En resumen, los datos oficiales muestran que, entre 2006 y 2018, no aumentó la capacidad de ahorro de más del 95% de las personas que usan el sistema de intermediación financiera. Por el contrario, las cifras –que son el resultado de la acelerada y políticamente alentada financiarización de la economía, reflejan nítidamente el efecto concentrador del ingreso (y de la riqueza) que hicieron notar desde la última década del siglo pasado varios economistas no alineados con el pensamiento económico dominante. Recién “templos del pensamiento neoliberal” –como el Banco de Inglaterra, el BM y el FMI, aceptan que la financiarización contribuye a la desigualdad y a la pérdida de capacidad de consumo de los salarios reales.

En consecuencia, se podría decir que los ingresos adicionales que supone el aumento del PIBpc, podrían efectivamente estar en el sistema financiero, pero no en las cuentas que benefician a la gente y que construirían una economía más diversificada y sostenible.

Al analizar el comportamiento de la cartera, el Ensayo muestra que desde 2004 la cartera aumentó en unos 150 mil millones de bolivianos y la cantidad de prestatarios en 800 mil.  La cartera por prestatario muestra que la deuda promedio se ha más que duplicado, de Bs 65.000 a Bs 142.000 debido fundamentalmente al comportamiento de la deuda por cuenta G que también se ha duplicado (de 1.9 a 4 millones de Bs). La cartera para cuentas MP no se ha modificado mayormente, mientras que las correspondientes al estrato P total, es la que tiene el mayor crecimiento relativo de la deuda/cuenta: de 11 mil a 26 mil.

La relación general (Cartera/Prestatario) respecto a (Depósito/Cuenta) establece que la deuda por prestatario que era 2.5 veces el ahorro por cuenta en 2004, al 2018 es 8 veces: significa que el endeudamiento relativo se ha acentuado en 3.2 veces. Para los estratos de las G y M, la relación se mantiene cercana a 1 –endeudamiento es comparable a los depósitos; pero para el estrato de las P (y MP) la cartera por prestatario en 2018 es 12 veces mayor que los depósitos en cuentas (8.5 veces mayor para las MP): su endeudamiento se ha profundizado en 5.4 (y 2,6) veces respecto a 2004.

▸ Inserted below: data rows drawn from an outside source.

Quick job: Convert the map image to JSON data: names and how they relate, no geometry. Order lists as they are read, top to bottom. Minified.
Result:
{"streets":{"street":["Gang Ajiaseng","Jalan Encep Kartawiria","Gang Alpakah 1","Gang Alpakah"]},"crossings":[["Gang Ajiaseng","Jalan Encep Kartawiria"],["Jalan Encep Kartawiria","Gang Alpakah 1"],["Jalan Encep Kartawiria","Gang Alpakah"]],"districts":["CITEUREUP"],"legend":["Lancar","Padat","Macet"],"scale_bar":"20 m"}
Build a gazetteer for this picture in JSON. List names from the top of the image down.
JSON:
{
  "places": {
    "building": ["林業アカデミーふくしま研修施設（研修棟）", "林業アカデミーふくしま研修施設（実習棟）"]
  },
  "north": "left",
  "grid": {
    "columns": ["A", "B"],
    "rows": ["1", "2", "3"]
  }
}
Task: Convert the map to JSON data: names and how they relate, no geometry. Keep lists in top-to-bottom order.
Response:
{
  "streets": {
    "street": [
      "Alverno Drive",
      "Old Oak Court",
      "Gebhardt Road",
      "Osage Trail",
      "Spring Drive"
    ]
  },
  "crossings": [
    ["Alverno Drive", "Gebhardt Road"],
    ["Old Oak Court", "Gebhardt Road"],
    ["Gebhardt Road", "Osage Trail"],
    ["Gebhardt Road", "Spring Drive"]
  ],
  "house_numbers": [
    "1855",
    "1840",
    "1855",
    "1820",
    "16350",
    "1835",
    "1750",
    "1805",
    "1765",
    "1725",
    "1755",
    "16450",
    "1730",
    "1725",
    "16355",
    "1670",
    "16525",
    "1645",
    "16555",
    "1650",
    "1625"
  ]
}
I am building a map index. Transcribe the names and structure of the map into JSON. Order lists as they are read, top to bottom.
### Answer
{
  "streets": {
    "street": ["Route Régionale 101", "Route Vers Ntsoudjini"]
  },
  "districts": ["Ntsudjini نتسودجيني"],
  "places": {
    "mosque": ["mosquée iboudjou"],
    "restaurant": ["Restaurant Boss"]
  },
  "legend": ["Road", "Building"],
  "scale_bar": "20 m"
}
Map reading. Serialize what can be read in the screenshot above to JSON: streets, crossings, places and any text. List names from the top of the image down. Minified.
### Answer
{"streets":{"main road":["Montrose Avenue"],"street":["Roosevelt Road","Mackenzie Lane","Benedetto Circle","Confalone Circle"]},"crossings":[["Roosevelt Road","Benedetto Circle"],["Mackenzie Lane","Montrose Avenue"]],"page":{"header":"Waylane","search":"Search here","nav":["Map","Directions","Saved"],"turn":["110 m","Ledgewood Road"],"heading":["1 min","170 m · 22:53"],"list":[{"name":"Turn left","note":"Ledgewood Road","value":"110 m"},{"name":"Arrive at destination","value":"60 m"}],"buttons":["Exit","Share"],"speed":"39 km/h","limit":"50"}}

Finalmente, al analizar el comportamiento macro de los incrementos del endeudamiento respecto a los del ingreso (PIB), el Ensayo alerta que el incremento del endeudamiento está superando el incremento del ingreso de la “economía real”. Implica que la actual “sensación térmica de bienestar” está siendo financiada con un endeudamiento insostenible que no se traduce en aumento de la capacidad productiva de la economía y, en consecuencia, es una deuda que compromete la capacidad de consumo futuro a mediano plazo.